Amazon laid off 14,000 corporate employees: the reasons
The company joins other companies that have opted for job cuts and a focus on Artificial Intelligence
Amazon.com confirmed on Tuesday the layoff of 14,000 workers, in what is considered the first step of a broader restructuring that could affect some 30,000 corporate positions, according to sources close to the company. This is the largest reduction since 2022, when 27,000 jobs were eliminated. These measures are part of the tech giant's plan to cut costs and strengthen its financial position, according to the same sources. The cuts, which will be implemented gradually, represent about 10% of its corporate workforce and cover areas such as human resources, cloud computing, advertising, and internal services. Beth Galetti, Amazon's senior vice president, explained in an internal communication that the reduction aims to "make us stronger by removing unnecessary layers and redirecting resources toward our biggest bets and the current and future needs of our customers." The company will offer affected employees 90 days to find a new position within the company. The layoffs coincide with a popular trend among large US corporations, which are adjusting their workforce in the face of an uncertain economic environment. Persistent inflation, the increasing use of artificial intelligence, and global trade tensions have led companies like Meta, RTX, and Goldman Sachs to adopt more restrictive hiring policies.
Artificial intelligence redefines corporate strategies
Amazon CEO Andy Jassy has spearheaded a cost-containment strategy while increasing investments in artificial intelligence and cloud computing services. In a recent statement, Jassy noted that the advancement of generative AI will transform how the company operates and reduce the need for certain jobs.

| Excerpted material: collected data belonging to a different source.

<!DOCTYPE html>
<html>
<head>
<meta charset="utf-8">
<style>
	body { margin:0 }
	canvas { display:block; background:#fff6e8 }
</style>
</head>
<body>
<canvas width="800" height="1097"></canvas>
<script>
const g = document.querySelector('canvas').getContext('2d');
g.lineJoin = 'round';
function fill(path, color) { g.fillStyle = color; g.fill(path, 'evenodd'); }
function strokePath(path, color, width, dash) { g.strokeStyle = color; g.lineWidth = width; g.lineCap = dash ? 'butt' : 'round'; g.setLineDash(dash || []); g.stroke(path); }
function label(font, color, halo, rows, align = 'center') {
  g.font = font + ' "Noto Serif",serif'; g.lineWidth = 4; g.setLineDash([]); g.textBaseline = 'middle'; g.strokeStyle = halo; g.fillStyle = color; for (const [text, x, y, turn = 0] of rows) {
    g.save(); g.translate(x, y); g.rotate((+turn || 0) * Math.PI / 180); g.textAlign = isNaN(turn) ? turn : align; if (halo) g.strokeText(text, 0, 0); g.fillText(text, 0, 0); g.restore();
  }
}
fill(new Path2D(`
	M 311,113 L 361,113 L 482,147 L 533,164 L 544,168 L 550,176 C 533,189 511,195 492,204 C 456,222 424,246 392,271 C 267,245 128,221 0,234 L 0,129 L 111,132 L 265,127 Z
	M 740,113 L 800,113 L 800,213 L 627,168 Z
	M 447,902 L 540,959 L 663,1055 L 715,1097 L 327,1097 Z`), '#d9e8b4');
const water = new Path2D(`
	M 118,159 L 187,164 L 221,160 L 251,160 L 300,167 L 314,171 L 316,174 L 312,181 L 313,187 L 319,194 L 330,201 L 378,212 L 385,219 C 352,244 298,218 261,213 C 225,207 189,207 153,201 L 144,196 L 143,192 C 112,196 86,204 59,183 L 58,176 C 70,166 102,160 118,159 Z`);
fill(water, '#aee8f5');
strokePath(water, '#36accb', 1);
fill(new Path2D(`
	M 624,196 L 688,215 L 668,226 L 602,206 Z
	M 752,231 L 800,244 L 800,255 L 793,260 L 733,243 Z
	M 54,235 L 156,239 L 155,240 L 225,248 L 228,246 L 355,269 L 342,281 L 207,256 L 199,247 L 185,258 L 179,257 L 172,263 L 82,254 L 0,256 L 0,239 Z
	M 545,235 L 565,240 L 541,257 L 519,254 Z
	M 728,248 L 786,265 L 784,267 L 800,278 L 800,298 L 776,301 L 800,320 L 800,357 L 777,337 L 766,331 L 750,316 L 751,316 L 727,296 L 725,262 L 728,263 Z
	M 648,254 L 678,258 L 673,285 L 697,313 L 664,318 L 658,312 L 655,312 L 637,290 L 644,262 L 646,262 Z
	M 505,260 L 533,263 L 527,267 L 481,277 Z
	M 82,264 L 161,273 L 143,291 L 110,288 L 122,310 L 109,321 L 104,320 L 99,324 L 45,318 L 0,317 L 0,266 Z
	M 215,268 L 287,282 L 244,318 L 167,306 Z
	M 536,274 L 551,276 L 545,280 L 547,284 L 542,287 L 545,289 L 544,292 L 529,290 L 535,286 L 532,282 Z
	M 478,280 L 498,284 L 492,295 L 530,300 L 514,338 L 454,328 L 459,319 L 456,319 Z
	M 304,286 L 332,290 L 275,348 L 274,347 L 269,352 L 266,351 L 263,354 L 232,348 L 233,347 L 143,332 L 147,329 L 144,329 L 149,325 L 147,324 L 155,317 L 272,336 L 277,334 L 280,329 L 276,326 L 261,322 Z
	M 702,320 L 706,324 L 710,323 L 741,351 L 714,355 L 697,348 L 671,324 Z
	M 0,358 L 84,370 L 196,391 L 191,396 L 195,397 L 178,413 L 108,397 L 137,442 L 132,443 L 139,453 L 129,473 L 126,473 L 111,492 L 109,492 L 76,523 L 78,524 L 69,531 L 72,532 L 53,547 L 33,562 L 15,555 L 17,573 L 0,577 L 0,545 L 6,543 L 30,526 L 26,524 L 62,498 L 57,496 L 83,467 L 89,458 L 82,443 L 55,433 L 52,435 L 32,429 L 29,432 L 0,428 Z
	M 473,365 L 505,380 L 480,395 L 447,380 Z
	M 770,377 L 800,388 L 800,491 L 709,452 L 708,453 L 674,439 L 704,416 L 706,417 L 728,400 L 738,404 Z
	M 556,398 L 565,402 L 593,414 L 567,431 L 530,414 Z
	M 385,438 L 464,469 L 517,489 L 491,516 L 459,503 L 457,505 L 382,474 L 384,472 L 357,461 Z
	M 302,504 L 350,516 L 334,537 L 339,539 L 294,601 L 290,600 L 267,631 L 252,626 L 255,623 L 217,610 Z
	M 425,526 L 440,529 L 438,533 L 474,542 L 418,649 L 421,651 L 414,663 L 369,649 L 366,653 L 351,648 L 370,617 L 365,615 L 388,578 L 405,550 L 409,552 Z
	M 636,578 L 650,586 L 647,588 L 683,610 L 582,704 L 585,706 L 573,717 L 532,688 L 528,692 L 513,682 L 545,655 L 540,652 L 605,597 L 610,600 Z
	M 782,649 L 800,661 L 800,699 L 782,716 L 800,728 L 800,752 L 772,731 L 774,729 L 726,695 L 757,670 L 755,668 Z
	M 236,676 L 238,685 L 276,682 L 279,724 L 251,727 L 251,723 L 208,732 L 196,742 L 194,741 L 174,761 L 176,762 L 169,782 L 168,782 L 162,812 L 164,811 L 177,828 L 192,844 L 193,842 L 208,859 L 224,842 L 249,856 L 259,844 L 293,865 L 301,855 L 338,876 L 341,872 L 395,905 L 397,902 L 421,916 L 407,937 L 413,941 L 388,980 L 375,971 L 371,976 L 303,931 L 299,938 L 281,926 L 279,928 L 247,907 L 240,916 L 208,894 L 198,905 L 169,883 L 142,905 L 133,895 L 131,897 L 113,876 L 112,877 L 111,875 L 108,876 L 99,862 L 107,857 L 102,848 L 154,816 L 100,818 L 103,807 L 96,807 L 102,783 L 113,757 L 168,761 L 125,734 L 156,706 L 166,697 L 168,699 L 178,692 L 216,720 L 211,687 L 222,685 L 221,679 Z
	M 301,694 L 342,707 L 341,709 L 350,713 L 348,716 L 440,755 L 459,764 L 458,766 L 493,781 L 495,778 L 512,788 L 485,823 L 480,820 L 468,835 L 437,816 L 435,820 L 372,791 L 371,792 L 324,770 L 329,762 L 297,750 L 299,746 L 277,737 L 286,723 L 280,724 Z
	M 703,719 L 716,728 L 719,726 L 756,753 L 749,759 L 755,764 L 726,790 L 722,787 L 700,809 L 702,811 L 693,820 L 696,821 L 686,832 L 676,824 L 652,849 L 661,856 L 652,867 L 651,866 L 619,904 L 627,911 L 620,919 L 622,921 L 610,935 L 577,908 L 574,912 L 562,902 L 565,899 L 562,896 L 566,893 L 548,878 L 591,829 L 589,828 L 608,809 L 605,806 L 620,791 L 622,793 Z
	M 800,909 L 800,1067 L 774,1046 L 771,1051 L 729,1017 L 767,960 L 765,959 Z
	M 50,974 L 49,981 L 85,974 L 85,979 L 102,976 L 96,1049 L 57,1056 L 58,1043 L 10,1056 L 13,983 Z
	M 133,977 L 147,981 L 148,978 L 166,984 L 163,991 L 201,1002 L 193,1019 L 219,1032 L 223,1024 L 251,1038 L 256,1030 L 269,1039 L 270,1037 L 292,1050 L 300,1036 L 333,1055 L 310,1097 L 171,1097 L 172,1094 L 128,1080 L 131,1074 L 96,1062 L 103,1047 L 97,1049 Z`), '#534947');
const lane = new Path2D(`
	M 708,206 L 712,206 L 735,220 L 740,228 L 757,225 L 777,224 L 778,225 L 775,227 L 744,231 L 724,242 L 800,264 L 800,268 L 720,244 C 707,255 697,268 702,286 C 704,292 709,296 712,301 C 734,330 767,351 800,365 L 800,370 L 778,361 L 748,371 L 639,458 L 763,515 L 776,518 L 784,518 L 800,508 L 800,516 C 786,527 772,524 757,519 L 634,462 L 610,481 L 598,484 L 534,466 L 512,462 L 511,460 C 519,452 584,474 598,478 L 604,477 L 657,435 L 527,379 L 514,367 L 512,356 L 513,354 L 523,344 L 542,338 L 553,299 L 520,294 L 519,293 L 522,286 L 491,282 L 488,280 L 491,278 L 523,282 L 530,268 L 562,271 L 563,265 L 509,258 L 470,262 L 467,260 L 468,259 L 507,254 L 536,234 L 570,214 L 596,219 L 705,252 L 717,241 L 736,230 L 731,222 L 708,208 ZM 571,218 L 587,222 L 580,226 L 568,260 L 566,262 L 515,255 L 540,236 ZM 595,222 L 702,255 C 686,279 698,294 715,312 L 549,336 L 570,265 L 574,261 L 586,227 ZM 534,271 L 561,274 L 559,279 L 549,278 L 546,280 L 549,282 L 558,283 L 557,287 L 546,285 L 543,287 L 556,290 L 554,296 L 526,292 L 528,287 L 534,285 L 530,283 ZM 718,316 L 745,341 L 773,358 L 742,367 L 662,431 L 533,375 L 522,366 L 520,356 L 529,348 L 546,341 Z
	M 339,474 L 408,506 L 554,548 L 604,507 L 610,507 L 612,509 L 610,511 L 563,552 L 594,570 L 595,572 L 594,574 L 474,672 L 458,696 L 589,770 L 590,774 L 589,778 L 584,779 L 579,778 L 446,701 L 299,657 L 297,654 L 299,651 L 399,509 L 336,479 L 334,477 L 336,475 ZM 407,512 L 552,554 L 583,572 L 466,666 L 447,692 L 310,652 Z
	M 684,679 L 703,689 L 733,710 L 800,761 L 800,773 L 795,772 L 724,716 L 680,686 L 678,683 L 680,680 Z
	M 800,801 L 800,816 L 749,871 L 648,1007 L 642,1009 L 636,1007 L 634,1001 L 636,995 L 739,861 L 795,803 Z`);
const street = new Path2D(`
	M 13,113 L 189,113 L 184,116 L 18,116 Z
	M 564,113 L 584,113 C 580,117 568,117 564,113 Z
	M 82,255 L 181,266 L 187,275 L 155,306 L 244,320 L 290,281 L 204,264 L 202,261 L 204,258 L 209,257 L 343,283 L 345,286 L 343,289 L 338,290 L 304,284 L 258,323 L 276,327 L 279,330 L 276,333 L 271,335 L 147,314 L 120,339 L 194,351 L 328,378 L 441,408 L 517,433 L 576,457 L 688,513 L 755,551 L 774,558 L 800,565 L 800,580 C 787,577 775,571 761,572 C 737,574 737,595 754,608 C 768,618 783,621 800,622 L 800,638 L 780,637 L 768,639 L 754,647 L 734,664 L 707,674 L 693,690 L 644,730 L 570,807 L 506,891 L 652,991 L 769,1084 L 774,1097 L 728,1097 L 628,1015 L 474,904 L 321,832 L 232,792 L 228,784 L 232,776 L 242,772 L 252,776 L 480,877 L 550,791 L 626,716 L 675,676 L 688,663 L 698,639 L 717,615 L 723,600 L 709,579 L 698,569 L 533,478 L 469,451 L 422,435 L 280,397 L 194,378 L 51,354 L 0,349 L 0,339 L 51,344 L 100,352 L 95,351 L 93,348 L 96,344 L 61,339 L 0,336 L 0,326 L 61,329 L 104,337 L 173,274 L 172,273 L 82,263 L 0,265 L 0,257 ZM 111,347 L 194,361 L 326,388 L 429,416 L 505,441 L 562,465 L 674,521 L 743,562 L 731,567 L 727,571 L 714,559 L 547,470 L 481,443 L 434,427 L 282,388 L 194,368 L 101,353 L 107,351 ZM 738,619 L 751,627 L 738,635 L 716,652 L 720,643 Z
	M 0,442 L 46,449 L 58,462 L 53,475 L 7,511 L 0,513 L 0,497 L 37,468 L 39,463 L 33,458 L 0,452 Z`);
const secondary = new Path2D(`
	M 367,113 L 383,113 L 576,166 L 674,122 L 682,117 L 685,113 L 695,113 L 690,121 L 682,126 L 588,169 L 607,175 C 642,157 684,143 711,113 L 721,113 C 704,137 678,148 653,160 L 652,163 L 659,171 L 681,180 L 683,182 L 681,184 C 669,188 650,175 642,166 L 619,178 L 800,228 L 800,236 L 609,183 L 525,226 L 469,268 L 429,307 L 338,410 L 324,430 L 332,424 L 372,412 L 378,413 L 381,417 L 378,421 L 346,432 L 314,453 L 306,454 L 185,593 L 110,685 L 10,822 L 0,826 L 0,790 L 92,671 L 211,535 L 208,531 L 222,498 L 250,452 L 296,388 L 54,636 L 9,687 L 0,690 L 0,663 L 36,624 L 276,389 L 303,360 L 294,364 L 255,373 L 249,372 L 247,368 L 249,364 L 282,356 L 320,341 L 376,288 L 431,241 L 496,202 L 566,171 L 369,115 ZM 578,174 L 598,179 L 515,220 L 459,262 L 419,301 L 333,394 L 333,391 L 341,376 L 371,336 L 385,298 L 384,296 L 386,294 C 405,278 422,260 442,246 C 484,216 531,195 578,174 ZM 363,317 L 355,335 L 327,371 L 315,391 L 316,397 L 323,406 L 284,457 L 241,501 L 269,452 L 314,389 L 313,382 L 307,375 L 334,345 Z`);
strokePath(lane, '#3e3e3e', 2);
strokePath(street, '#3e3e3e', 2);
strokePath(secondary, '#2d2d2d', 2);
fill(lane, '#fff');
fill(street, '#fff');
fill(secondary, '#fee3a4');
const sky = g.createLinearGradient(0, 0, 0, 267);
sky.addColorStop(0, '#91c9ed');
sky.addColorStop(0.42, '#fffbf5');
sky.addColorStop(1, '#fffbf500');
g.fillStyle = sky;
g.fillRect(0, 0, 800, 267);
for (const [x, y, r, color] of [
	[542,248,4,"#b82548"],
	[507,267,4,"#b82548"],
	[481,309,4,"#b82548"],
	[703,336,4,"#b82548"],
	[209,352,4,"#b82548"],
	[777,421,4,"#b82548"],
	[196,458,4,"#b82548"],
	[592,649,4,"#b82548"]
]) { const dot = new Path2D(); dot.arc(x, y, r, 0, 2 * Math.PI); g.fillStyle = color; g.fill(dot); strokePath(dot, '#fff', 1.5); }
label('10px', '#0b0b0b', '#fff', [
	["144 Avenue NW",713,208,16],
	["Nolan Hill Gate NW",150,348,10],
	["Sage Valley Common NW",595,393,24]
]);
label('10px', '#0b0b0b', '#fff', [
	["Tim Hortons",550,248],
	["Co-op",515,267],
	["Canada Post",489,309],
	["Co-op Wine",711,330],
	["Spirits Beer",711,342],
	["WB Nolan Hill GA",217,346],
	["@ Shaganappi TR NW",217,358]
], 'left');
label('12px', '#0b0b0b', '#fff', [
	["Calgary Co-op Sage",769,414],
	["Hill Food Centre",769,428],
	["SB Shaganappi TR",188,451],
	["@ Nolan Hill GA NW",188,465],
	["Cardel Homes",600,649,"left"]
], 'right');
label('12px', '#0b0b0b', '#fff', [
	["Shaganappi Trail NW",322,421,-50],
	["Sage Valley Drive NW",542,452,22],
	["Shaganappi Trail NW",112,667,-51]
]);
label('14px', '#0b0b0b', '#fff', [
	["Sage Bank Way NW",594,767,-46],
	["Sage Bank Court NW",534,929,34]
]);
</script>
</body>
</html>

“Implementing more AI and automated agents will change the way we work,” said Jassy, ????who believes these technological developments will decrease the overall workforce over time. The company is looking to optimize resources after a period of accelerated hiring during the pandemic. When the e-commerce boom doubled its warehouse network in just two years.
Amazon is scheduled to present its third-quarter financial results this Thursday.Analysts estimate that the layoff announcements are aimed at reassuring investors after a 7% drop in its stock price, triggered by slower growth in its cloud business compared to rivals such as Microsoft and Google.
In early October, the company unveiled advancements in automation, including the Blue Jay robotic arm, designed to operate in more compact urban warehouses and reduce reliance on human staff. It is also developing AI tools capable of anticipating customer preferences and recommending personalized products.
Currently, Amazon has a market capitalization of over two trillion dollars, driven largely by its investment in artificial intelligence. However, the consulting firm Bernstein recently warned that the company has yet to prove whether it will be a true “AI winner” or fall behind the competition.